WORK INSTRUCTION
Below are the records; collect from them each line containing the string "setLineDash".

Items from a dataset
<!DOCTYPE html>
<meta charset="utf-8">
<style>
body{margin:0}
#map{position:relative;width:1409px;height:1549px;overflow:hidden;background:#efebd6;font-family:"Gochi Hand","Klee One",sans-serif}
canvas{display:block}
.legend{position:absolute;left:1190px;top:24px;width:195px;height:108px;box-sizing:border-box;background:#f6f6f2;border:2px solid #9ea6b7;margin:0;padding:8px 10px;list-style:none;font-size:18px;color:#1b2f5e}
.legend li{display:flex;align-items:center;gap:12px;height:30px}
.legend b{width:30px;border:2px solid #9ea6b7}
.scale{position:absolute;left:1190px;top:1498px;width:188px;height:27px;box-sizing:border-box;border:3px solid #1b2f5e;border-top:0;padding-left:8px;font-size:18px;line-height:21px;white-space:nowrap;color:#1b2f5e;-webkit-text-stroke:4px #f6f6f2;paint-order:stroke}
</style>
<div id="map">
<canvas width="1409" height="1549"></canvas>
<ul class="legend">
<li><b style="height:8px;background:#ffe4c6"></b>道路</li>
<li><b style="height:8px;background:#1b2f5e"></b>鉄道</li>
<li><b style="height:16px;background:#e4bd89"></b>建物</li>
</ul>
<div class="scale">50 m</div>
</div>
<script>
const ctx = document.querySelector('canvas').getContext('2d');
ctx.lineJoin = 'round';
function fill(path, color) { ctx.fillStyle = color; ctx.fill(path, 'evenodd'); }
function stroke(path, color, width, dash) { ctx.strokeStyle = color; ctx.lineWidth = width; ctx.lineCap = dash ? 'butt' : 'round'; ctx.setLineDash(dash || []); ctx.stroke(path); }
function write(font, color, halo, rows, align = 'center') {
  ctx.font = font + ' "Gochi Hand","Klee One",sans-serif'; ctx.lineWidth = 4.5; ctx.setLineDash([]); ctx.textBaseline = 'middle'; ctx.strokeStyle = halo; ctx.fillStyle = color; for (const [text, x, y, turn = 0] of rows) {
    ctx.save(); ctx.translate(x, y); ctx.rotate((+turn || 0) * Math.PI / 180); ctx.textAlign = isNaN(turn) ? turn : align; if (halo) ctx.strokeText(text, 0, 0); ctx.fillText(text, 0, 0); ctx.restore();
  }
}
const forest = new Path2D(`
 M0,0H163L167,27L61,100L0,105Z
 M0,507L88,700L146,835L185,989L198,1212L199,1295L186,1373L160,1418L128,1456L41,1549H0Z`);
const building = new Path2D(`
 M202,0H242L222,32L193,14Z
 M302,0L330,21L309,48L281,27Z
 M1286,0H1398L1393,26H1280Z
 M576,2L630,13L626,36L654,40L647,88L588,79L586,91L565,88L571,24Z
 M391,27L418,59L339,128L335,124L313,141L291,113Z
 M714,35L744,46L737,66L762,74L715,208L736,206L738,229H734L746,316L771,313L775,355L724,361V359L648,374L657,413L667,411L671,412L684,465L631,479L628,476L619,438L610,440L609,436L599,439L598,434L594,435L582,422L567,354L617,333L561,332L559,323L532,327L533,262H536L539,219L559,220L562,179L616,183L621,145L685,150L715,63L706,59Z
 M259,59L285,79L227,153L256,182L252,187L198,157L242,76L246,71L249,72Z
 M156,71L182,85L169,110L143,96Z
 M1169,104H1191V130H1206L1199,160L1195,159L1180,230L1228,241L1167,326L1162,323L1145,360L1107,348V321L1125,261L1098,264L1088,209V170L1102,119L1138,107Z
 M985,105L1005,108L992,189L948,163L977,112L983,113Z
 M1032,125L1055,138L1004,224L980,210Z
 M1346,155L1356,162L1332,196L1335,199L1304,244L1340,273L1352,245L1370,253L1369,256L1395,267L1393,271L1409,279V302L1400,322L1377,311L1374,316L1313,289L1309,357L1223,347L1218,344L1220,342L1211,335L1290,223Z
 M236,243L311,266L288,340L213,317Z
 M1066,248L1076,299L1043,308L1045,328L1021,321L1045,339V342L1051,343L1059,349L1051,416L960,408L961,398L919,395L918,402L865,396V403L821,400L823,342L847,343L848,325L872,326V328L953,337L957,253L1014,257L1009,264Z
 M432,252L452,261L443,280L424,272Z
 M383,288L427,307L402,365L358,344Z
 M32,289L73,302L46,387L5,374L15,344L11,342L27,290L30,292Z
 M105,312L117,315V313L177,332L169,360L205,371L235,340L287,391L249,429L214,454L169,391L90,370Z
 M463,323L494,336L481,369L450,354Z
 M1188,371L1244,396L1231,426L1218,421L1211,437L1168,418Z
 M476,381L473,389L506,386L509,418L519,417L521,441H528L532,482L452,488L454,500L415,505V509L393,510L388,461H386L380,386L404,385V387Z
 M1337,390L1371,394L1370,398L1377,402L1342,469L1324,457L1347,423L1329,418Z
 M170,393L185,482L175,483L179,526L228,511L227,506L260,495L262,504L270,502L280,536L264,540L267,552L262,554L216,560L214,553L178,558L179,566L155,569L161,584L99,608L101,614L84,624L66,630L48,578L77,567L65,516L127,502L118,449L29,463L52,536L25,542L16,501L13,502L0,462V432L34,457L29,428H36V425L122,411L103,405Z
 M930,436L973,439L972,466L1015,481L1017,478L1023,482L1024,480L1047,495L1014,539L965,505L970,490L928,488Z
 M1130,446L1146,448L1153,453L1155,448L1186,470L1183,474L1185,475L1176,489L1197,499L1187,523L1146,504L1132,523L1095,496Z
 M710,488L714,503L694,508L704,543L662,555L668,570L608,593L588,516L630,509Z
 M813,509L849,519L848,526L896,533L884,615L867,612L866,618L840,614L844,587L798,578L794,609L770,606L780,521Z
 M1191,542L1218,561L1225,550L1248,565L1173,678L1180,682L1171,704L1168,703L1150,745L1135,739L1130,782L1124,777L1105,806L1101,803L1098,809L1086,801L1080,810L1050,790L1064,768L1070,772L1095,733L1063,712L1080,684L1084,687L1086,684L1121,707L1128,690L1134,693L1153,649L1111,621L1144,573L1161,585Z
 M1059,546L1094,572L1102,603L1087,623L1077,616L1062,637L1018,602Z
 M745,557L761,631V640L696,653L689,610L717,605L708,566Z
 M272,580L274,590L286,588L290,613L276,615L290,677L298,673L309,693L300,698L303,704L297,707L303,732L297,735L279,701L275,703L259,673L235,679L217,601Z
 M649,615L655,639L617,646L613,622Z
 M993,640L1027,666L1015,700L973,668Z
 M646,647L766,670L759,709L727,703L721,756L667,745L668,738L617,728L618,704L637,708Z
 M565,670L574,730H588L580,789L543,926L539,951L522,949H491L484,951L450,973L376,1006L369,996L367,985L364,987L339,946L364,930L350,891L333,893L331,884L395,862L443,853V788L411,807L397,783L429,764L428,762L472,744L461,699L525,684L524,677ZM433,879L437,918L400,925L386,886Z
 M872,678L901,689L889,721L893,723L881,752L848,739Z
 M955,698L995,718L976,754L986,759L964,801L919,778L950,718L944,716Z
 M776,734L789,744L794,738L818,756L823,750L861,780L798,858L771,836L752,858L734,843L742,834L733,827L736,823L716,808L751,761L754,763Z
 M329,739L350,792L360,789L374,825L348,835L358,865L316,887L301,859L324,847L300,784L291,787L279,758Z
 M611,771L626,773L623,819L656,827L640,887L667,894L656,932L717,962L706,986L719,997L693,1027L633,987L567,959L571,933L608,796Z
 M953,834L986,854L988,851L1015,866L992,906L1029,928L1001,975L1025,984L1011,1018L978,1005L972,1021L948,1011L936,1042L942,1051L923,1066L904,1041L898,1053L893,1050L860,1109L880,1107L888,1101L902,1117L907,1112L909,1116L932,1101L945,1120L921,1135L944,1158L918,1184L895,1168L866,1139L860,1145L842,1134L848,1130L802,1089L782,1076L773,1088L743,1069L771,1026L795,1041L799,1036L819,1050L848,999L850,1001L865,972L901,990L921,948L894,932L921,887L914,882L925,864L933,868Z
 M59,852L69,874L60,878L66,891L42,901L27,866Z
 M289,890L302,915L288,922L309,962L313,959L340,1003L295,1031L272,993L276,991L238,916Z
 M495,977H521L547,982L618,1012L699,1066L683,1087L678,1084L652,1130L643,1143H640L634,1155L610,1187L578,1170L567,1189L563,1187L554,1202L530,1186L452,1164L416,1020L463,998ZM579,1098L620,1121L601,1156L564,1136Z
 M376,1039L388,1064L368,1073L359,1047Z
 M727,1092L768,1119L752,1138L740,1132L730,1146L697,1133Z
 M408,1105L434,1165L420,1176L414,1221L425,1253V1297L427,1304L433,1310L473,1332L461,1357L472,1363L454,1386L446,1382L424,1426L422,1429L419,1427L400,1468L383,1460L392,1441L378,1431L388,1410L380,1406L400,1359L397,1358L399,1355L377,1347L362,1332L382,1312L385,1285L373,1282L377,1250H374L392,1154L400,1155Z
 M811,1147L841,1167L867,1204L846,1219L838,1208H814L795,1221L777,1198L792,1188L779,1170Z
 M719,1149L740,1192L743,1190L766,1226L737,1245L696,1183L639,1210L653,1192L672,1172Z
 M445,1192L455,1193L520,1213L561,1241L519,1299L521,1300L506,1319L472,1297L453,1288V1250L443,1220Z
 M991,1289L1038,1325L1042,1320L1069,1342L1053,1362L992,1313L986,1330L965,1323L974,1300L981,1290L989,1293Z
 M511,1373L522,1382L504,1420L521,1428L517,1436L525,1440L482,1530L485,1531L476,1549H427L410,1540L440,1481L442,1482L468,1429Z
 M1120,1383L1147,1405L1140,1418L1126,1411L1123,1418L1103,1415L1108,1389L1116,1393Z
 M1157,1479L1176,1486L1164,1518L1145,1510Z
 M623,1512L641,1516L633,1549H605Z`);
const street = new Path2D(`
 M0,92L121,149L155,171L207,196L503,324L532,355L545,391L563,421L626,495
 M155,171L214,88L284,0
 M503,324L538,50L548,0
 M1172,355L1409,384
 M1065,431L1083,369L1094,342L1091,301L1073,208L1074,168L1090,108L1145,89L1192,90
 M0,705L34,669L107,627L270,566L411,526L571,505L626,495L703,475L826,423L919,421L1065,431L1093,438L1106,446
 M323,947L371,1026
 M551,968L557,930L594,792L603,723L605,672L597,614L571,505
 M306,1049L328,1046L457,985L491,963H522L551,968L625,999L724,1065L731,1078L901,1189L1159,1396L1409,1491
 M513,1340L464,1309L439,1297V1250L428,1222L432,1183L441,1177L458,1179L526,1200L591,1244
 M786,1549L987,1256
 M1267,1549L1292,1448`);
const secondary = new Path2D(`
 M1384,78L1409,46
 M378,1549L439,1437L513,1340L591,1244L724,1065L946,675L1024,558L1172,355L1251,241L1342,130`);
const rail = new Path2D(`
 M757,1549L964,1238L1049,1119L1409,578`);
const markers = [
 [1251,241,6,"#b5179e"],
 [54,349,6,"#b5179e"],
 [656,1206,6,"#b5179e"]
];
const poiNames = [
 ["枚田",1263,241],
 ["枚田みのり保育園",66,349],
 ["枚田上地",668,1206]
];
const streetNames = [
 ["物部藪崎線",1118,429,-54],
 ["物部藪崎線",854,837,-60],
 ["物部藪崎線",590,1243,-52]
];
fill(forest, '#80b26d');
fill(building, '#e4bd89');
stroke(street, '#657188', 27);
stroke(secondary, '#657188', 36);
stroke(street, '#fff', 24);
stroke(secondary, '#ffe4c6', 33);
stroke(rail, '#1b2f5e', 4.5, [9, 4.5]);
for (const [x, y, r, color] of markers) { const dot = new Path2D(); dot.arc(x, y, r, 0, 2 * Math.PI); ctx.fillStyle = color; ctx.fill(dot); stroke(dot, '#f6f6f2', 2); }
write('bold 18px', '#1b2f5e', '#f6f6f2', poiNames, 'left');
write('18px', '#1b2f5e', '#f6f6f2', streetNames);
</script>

TASK RESPONSE
function stroke(path, color, width, dash) { ctx.strokeStyle = color; ctx.lineWidth = width; ctx.lineCap = dash ? 'butt' : 'round'; ctx.setLineDash(dash || []); ctx.stroke(path); }
  ctx.font = font + ' "Gochi Hand","Klee One",sans-serif'; ctx.lineWidth = 4.5; ctx.setLineDash([]); ctx.textBaseline = 'middle'; ctx.strokeStyle = halo; ctx.fillStyle = color; for (const [text, x, y, turn = 0] of rows) {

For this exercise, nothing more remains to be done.